Center complaints are public record

The Carson City Environmental Health Department, which governs the 1,184 licensed child-care slots in the city, makes available to the public any complaints a center has received within the past two years.

"Every single complaint that makes it into my office is investigated and recorded," said Dustin Boothe, who oversees day-care regulation for the Environmental Health Department.

"If parents want to look at a file on a particular place, they can come down and look at it."

They won't find many, however. The average has been about one complaint a year per day-care provider.

Last year, he investigated 31 complaints. In 2000, the number was 29 and the year before there were 13 complaints.

He said the complaints can range from no towels in the bathroom to improper food storage. Complaints of physical or sexual abuse or any other criminal activity are immediately reported to the sheriff's department.

Boothe enforces the regulations which govern the 29 licensed facilities in Carson City. According to the 2000 Census, there were 3,289 children in Carson City under the age of 5.

Boothe said the files contain only the complaint and investigation and do not identify the complainant.

"Most the time I don't get any complaints until (the family) has left the center and are long gone," he said.

There is no set number of complaints a center can receive before being shut down. Boothe said he has never personally revoked the license on a Carson City center. If his office receives a complaint -- depending on the nature of it -- he goes to the center unannounced and listens to the "other side" of the story before deciding if corrective action is needed.

"Unfortunately, the parents see a lot more than I do, so sometimes a complaint can't be substantiated," Boothe said.

If it is substantiated the licensee is given a time limit to correct the problem, which Boothe reinvestigates on a follow-up visit.

Centers are also subjected to at least two inspections per year and random visits.

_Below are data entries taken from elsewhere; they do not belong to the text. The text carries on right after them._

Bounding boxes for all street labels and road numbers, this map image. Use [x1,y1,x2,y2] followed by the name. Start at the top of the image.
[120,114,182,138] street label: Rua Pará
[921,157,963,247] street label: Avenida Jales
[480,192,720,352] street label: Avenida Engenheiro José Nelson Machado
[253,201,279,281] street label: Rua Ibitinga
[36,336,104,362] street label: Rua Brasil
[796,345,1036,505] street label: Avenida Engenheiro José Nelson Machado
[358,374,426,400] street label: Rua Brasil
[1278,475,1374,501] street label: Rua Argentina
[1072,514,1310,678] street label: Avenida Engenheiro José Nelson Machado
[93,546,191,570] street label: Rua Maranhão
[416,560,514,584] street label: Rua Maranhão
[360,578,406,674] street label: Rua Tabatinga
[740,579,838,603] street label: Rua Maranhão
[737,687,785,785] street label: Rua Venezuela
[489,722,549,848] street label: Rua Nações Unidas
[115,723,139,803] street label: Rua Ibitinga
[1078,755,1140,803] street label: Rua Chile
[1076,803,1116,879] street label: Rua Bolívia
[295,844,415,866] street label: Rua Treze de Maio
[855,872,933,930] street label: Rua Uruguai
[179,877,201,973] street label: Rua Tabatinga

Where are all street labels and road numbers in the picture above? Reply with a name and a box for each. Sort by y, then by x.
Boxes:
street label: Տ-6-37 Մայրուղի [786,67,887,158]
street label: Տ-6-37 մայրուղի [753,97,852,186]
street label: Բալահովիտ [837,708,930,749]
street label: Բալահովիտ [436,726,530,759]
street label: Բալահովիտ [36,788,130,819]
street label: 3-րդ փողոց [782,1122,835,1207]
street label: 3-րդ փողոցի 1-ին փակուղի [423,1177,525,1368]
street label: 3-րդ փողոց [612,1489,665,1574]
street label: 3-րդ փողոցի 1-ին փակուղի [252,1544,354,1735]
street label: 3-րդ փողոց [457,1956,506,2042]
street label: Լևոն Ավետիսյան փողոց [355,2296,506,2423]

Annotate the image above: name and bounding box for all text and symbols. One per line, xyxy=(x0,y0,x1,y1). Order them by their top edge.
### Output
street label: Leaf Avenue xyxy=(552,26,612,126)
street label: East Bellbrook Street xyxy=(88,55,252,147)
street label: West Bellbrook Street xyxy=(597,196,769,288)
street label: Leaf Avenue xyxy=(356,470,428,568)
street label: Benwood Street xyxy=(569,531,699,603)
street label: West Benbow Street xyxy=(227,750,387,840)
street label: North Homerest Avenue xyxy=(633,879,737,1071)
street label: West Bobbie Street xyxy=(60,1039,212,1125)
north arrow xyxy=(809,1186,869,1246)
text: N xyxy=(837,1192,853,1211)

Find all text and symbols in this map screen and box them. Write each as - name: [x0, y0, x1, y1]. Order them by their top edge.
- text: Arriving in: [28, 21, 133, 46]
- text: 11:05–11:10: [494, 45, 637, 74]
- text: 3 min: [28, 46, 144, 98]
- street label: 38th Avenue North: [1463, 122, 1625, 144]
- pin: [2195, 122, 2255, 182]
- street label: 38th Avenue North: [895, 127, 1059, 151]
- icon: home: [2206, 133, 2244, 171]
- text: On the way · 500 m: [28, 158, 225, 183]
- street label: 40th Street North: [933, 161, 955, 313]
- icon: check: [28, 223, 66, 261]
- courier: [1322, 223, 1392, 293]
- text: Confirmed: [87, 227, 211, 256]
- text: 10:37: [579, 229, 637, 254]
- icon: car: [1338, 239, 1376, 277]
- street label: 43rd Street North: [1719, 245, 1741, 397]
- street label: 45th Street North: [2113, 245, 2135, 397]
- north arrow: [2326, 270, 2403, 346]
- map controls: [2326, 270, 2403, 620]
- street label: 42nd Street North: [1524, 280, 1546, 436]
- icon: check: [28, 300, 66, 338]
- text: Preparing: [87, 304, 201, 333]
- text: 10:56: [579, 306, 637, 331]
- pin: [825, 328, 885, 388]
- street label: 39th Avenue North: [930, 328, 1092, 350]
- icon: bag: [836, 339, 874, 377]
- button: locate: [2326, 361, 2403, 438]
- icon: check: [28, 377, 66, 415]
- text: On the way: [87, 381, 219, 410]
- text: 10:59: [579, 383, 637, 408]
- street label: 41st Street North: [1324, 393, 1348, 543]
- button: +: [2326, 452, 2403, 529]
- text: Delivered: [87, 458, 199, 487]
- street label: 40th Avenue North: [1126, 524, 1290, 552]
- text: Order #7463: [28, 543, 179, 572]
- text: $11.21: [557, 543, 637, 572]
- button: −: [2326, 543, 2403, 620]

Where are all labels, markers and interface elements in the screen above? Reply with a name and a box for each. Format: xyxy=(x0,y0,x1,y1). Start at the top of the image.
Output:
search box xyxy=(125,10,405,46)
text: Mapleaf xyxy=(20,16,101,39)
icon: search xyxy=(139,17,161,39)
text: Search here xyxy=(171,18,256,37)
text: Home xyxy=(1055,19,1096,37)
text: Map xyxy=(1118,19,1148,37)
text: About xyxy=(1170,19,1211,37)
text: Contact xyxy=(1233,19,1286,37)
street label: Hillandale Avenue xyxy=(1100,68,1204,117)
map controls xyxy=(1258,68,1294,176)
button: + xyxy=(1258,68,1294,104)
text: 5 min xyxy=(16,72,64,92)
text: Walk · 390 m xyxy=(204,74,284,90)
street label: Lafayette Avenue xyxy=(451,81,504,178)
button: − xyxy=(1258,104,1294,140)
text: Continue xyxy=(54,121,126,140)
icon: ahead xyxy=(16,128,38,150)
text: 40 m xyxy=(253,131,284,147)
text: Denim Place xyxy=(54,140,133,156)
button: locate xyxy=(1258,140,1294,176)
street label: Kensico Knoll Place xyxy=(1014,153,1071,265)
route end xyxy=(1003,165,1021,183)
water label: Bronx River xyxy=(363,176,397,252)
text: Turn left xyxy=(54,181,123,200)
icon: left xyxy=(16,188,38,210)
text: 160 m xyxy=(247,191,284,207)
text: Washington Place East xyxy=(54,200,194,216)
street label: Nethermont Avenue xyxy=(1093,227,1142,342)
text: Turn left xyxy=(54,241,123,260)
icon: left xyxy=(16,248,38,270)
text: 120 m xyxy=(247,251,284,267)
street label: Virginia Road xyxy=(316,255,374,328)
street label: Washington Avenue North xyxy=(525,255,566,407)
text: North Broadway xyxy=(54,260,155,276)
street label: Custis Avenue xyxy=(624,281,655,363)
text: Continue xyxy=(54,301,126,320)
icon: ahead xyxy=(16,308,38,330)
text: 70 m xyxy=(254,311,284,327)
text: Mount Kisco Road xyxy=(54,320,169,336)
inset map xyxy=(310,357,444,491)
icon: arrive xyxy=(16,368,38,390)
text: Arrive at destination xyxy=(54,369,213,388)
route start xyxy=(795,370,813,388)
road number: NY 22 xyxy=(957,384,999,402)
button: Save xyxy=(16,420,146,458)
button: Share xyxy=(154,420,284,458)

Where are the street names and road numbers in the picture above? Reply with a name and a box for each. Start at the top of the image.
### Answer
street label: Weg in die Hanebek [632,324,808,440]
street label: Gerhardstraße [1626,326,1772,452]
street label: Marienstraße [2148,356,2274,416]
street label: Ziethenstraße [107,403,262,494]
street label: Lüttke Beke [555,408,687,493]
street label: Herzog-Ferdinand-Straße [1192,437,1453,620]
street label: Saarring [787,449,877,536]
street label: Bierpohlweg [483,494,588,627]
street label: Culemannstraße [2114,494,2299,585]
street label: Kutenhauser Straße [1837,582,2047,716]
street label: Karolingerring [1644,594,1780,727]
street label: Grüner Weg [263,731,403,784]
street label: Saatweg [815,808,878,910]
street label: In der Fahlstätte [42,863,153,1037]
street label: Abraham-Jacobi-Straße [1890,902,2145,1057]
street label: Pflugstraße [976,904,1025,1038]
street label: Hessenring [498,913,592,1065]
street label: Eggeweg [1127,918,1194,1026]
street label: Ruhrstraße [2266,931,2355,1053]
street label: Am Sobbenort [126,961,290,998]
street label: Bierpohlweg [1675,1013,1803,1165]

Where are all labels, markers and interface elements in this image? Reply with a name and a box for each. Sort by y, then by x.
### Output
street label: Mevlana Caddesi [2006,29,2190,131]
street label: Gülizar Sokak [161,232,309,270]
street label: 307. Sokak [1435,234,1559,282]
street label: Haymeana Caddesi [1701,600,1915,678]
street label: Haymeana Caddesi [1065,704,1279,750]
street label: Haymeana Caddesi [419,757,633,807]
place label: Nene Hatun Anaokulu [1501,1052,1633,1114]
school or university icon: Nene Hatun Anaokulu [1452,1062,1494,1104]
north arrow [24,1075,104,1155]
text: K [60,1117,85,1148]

The health department inspects the locations and a representative from the fire department also inspects to ensure the facility meets fire codes.

Boothe said in addition to regulating the licensed facilities, he also responds to complaints of illegal day cares in the city.

"Since I haven't licensed them, I don't have jurisdiction to go in except for when they have too many children," he said.

Boothe said those "illegal" day-care providers are given 24 to 48 hours to reduce the number of children. "I will monitor them for a time to make sure they are doing that," he said. If the offenders continue to ignore the regulations they can be fined.

To provide day care, providers need both a business license and day-care license.

"If you are being paid for watching one child you need a business license because you're conducting business in Carson City. You don't need a child-care license until you are watching five or more -- including your own," Boothe said.

"The way the law is, a birthday party can be construed as an illegal child-care situation," he said.